Research productivity of PhD graduates

Less than one year to finish my PhD -if everything goes as it is supposed, and bad luck and me do not cross paths-, so it is a good time to know what we should expect when we start working for real -with good salary and these things. In the last issue of JEP we can find a quite interesting article for this: ‘The Research Productivity of New PhDs in Economics: The Surprisingly High Non-Success of the Successful’, by John P. Conley and Ali Sina Önder.

The authors collect data on economics PhD recipients from US and Canada and tracks their publications for the first 6 years after graduation (the duration of the typical tenure track). They rank the journals following a previous paper (Kalaitzidakis et al. (2003)); in particular, each publication is converted into a number of AER-equivalent. This method is a bit strange (2 REStuds = 1 AER? 3 JME (3!!!) = 1 AER?; and what about the top finance journals -JF, JFE, RFS?), but they also say that the results are qualitatively robust to the rank.

And what are the results? They find that only the very best (in terms of research production) of each department do particularly well, and that the rest tend to be very similar regardless of the department. In other words, a median PhD from Harvard / MIT / Chicago is not very different (in terms of research productivity) that the median from another less successful department. The results are striking because they are very strong, as can be seen in their first Figure:

Screen Shot 2014-08-12 at 21.16.48

One needs to mention Princeton and Rochester. Princeton ranks 3rd or better at each percentile (until the median, see Table 2). This means that their graduates are always among the best three institutions among equally ‘research-ranked’ colleagues. Something similar happens with Rochester, an institution that ranks ‘only’ 10th when we look at the starts but that is always among the three best for graduates below the 90th percentile.

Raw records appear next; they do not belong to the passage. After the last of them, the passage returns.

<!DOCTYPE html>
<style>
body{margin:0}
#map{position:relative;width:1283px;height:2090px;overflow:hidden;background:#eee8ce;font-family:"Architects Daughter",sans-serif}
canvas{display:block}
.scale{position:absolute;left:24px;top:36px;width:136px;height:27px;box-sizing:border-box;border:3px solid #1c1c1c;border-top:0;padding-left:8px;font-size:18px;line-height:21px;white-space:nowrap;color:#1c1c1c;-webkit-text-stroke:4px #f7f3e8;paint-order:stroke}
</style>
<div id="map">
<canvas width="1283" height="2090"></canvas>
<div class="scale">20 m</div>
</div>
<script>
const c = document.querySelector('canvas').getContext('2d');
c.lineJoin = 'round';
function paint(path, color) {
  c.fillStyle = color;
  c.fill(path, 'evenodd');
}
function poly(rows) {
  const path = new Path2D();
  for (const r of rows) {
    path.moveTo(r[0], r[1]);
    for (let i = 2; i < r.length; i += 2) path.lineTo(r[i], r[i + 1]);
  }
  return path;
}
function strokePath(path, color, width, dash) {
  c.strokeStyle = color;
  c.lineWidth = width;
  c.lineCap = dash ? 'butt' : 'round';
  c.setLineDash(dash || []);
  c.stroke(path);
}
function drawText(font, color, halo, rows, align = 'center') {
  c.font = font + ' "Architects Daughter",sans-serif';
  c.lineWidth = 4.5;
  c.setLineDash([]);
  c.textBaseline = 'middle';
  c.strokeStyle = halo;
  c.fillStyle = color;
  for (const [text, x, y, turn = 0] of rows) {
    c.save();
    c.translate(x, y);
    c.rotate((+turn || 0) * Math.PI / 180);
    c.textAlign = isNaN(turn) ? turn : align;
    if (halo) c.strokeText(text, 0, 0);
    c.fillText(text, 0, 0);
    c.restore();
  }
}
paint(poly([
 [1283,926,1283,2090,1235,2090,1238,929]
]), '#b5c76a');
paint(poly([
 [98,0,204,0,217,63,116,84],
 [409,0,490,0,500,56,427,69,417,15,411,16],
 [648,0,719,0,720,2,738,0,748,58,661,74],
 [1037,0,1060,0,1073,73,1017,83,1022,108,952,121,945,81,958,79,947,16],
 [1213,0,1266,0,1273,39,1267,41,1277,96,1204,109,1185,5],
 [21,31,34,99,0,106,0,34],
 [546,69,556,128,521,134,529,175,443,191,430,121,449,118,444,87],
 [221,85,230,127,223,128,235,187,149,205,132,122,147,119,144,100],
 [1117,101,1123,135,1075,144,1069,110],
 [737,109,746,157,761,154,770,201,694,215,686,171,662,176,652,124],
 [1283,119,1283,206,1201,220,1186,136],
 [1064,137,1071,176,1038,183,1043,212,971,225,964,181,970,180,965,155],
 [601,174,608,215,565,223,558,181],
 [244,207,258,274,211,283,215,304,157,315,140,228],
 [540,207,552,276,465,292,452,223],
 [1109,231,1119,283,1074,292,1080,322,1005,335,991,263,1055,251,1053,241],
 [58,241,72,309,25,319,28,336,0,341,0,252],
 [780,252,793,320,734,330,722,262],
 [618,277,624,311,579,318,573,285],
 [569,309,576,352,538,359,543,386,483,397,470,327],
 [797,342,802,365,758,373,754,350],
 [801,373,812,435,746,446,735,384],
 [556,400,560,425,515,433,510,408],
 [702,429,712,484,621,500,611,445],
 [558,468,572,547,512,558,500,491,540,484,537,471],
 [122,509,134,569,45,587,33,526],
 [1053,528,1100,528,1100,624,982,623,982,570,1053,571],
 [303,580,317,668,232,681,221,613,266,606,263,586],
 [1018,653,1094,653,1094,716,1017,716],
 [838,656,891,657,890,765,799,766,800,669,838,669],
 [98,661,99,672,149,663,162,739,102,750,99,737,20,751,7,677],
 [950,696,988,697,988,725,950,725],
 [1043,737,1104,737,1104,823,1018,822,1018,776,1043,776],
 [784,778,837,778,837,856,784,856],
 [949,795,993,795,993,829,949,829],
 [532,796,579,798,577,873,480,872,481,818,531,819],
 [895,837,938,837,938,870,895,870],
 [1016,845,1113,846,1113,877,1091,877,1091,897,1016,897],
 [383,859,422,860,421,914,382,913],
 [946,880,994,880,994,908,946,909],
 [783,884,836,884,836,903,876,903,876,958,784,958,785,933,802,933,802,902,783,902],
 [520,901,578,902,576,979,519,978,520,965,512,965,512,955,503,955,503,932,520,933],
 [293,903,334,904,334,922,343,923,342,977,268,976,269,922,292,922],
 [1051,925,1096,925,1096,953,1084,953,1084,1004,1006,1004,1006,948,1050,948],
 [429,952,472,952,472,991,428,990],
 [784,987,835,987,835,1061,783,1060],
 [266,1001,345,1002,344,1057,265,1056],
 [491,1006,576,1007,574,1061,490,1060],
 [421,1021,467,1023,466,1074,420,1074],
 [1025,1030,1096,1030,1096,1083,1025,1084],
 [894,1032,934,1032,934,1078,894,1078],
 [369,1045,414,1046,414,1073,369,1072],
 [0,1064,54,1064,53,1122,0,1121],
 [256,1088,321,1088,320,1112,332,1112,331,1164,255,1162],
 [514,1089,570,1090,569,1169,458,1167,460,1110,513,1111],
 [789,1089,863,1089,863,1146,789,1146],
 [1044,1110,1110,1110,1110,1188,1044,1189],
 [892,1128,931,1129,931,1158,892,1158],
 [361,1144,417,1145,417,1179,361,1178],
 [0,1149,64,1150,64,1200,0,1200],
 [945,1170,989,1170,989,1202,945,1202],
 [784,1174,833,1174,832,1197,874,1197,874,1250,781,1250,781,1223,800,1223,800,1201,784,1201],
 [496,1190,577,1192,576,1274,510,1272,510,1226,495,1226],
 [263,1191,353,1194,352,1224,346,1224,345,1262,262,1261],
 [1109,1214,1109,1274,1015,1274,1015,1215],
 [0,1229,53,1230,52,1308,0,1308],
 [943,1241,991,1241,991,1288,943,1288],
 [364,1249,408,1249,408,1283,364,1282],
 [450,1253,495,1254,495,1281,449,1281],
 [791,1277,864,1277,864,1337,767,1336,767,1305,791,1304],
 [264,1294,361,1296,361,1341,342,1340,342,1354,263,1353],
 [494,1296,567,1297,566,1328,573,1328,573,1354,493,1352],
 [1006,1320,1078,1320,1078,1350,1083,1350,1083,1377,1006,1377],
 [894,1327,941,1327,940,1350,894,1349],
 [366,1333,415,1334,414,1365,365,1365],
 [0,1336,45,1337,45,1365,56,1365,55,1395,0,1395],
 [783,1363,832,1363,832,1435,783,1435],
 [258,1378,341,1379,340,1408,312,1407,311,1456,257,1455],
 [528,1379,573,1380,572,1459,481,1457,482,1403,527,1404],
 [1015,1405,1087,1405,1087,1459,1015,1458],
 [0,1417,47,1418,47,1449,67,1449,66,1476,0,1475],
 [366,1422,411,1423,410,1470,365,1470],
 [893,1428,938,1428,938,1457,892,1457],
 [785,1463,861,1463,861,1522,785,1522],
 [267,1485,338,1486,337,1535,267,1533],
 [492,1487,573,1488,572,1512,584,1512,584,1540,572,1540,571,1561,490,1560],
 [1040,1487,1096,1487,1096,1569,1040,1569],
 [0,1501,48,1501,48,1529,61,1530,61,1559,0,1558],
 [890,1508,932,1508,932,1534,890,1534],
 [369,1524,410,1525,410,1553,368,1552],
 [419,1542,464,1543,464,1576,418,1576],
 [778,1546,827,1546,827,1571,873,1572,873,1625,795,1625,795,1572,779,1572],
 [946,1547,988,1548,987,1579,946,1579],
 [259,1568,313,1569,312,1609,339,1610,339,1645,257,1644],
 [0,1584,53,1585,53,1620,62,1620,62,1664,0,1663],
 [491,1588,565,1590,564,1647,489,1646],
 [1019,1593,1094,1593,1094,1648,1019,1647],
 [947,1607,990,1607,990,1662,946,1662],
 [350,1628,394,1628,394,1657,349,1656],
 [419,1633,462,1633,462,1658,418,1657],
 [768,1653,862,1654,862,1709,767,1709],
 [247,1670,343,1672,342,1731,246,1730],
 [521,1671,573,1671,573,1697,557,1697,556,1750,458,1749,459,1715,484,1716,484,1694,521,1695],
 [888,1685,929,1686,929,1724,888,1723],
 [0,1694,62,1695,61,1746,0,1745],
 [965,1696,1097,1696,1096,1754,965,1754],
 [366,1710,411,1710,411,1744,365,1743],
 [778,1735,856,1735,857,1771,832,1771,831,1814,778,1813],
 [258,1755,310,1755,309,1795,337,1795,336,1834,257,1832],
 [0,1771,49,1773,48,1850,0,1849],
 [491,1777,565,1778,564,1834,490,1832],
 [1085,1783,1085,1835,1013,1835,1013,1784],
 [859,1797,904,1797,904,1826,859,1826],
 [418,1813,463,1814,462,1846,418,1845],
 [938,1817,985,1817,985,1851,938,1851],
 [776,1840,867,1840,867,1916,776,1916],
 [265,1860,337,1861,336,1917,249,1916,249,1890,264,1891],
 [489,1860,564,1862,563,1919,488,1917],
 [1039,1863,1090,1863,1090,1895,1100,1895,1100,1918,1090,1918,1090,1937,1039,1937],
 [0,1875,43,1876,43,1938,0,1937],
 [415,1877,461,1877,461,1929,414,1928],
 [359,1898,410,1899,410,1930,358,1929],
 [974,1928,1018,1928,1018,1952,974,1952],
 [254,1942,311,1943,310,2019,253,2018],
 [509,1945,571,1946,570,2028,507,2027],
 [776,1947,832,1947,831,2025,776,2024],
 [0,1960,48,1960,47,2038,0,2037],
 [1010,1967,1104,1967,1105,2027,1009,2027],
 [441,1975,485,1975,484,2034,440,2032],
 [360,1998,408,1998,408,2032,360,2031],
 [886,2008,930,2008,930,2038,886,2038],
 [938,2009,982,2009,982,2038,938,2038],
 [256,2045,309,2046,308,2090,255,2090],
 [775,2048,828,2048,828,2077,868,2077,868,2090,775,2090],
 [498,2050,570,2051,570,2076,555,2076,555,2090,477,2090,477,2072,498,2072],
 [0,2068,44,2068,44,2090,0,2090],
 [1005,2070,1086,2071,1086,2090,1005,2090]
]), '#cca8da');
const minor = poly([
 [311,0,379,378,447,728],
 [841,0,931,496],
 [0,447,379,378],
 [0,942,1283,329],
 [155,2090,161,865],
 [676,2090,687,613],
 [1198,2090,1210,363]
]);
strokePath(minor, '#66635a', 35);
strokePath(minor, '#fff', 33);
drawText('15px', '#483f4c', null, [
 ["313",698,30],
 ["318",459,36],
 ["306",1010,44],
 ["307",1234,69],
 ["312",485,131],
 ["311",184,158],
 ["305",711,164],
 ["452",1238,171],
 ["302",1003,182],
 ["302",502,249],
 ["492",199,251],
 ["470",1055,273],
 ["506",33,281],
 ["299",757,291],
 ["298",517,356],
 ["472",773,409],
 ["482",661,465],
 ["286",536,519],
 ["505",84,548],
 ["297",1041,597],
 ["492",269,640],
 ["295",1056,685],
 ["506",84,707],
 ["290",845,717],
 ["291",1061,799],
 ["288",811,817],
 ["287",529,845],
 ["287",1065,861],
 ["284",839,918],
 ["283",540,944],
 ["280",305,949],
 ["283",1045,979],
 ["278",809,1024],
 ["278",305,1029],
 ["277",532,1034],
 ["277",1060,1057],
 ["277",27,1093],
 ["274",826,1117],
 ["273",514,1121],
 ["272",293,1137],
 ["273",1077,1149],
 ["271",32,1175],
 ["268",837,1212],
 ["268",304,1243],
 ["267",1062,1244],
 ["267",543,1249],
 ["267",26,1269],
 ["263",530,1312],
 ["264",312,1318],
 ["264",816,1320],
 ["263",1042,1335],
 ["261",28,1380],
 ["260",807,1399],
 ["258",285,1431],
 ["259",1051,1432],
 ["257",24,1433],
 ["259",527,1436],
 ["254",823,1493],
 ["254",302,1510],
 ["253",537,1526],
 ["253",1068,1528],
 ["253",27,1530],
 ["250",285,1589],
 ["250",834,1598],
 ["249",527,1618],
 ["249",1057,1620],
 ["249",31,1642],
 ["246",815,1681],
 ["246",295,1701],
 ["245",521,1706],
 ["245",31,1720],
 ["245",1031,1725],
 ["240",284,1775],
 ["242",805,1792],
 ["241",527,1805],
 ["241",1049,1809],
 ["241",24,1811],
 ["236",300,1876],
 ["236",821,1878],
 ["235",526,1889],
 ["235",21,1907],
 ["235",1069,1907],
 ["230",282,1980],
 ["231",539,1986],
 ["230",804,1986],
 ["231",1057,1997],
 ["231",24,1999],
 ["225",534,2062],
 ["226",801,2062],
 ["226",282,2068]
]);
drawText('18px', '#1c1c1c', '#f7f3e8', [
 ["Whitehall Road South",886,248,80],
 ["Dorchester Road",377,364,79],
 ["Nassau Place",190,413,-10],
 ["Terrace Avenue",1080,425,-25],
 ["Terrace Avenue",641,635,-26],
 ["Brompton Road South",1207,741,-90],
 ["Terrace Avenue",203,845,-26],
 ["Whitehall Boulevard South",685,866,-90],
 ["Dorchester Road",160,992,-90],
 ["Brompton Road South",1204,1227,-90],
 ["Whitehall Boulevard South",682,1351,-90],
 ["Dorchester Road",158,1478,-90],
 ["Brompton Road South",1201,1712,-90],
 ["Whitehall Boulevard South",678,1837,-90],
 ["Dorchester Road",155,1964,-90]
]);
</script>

Another striking feature is that even for Top 5 institutions it takes a graduate among the best 20% to publish a single-authored AER-equivalent in their first 6 years.

There might be some caveats, though. I have already complained about the journal ranking and the missing journals. Moreover, it is not clear whether the authors also consider those publications that are accepted but not published (i.e., ‘forthcoming’) at the end of the 6-year-period. Since the numbers are very small, excluding those publications might have a significant impact on the conclusions.

Despite these caveats, this highlights the difficulty to publish in the very top journals and the toughness of the tenure track of the top institutions.